Difference in performance of two similar MD setups

GROMACS version:2021
GROMACS modification: No

Hi everyone,

I did two setups on CHARMM-GUI, one containing a protein+water (S1) with 70,700 atoms and the other containing a protein+water+ligand (S2) with 68,200 atoms. Thus, the systems differ by 2500 atoms. Parameters in the *.mdp file were the same for both systems. When I run the simulations using 4 GPUs, the performances are about 80 ns/day and 105 ns/day for S1 and S2, respectively. The difference in performance looks big to me due to the relatively small difference in atoms number in both simulations.
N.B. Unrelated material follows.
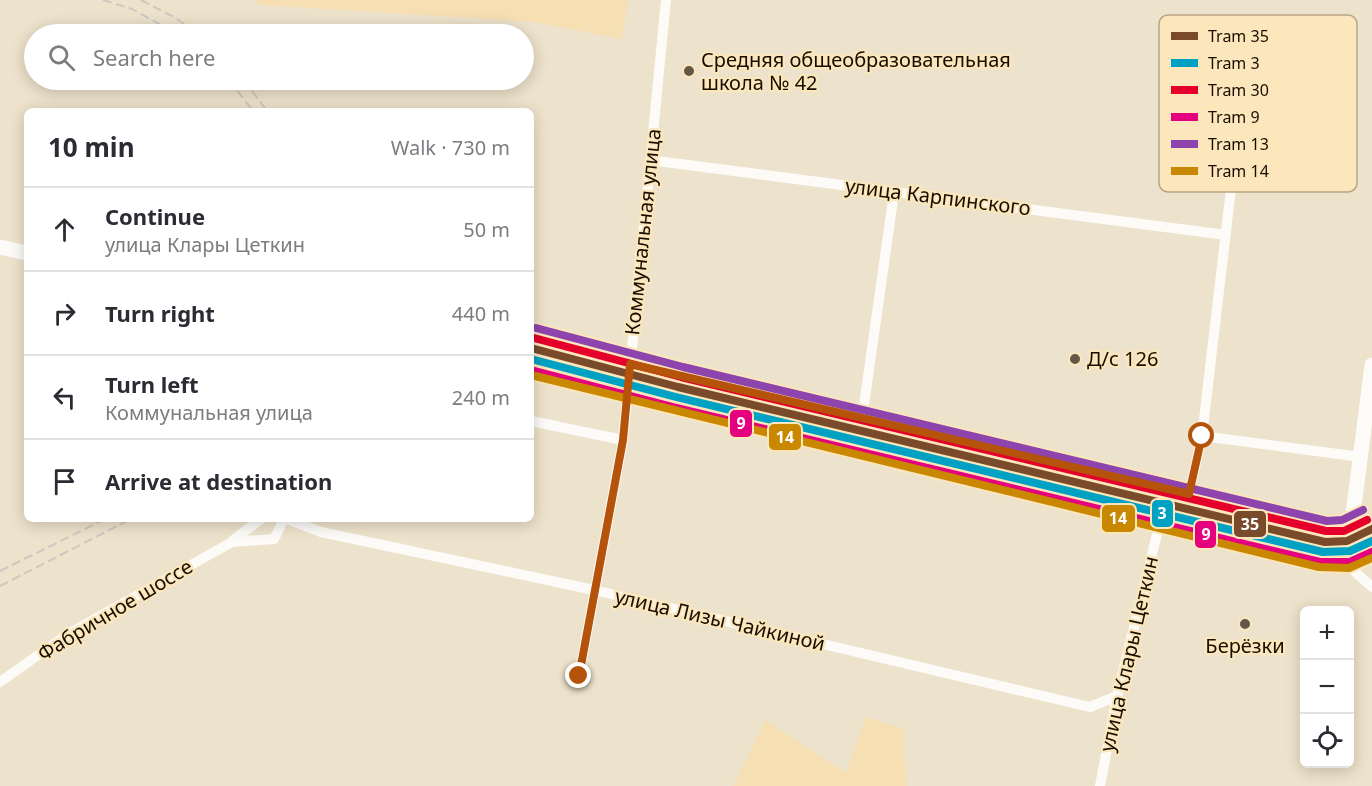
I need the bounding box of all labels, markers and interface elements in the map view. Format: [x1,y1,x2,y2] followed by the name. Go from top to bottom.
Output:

The outputs for both cases are as follows:

S1:
Changing nstlist from 20 to 100, rlist from 1.224 to 1.346

Initializing Domain Decomposition on 4 ranks
Dynamic load balancing: on
Using update groups, nr 24087, average size 2.9 atoms, max. radius 0.139 nm
Minimum cell size due to atom displacement: 0.657 nm
Initial maximum distances in bonded interactions:
two-body bonded interactions: 0.420 nm, LJ-14, atoms 109 116
multi-body bonded interactions: 0.489 nm, CMAP Dih., atoms 732 753
Minimum cell size due to bonded interactions: 0.537 nm


Scaling the initial minimum size with 1/0.8 (option -dds) = 1.25
Using 1 separate PME ranks
Optimizing the DD grid for 3 cells with a minimum initial size of 0.821 nm
The maximum allowed number of cells is: X 10 Y 10 Z 10
Domain decomposition grid 3 x 1 x 1, separate PME ranks 1
PME domain decomposition: 1 x 1 x 1
Interleaving PP and PME ranks
This rank does only particle-particle work.
Domain decomposition rank 0, coordinates 0 0 0

The maximum number of communication pulses is: X 1
The minimum size for domain decomposition cells is 1.624 nm
The requested allowed shrink of DD cells (option -dds) is: 0.80
The allowed shrink of domain decomposition cells is: X 0.55
The maximum allowed distance for atom groups involved in interactions is:
non-bonded interactions 1.624 nm
two-body bonded interactions (-rdd) 1.624 nm
multi-body bonded interactions (-rdd) 1.624 nm

On host tp2 4 GPUs selected for this run.

S2:
Changing nstlist from 20 to 100, rlist from 1.224 to 1.345

Initializing Domain Decomposition on 4 ranks
Dynamic load balancing: on
Minimum cell size due to atom displacement: 0.750 nm

Initial maximum distances in bonded interactions:
two-body bonded interactions: 0.433 nm, LJ-14, atoms 1660 1667
multi-body bonded interactions: 0.484 nm, CMAP Dih., atoms 227 236
Minimum cell size due to bonded interactions: 0.532 nm
Maximum distance for 5 constraints, at 120 deg. angles, all-trans: 0.222 nm
Estimated maximum distance required for P-LINCS: 0.222 nm
Scaling the initial minimum size with 1/0.8 (option -dds) = 1.25
Using 1 separate PME ranks
Optimizing the DD grid for 3 cells with a minimum initial size of 0.938 nm
The maximum allowed number of cells is: X 9 Y 9 Z 9
Domain decomposition grid 3 x 1 x 1, separate PME ranks 1
PME domain decomposition: 1 x 1 x 1
Interleaving PP and PME ranks
This rank does only particle-particle work.
Domain decomposition rank 0, coordinates 0 0 0

The maximum number of communication pulses is: X 1
The minimum size for domain decomposition cells is 1.345 nm
The requested allowed shrink of DD cells (option -dds) is: 0.80
The allowed shrink of domain decomposition cells is: X 0.46
The maximum allowed distance for atoms involved in interactions is:
non-bonded interactions 1.345 nm
two-body bonded interactions (-rdd) 1.345 nm
multi-body bonded interactions (-rdd) 1.345 nm
atoms separated by up to 5 constraints (-rcon) 1.345 nm

On host tp2 4 GPUs selected for this run.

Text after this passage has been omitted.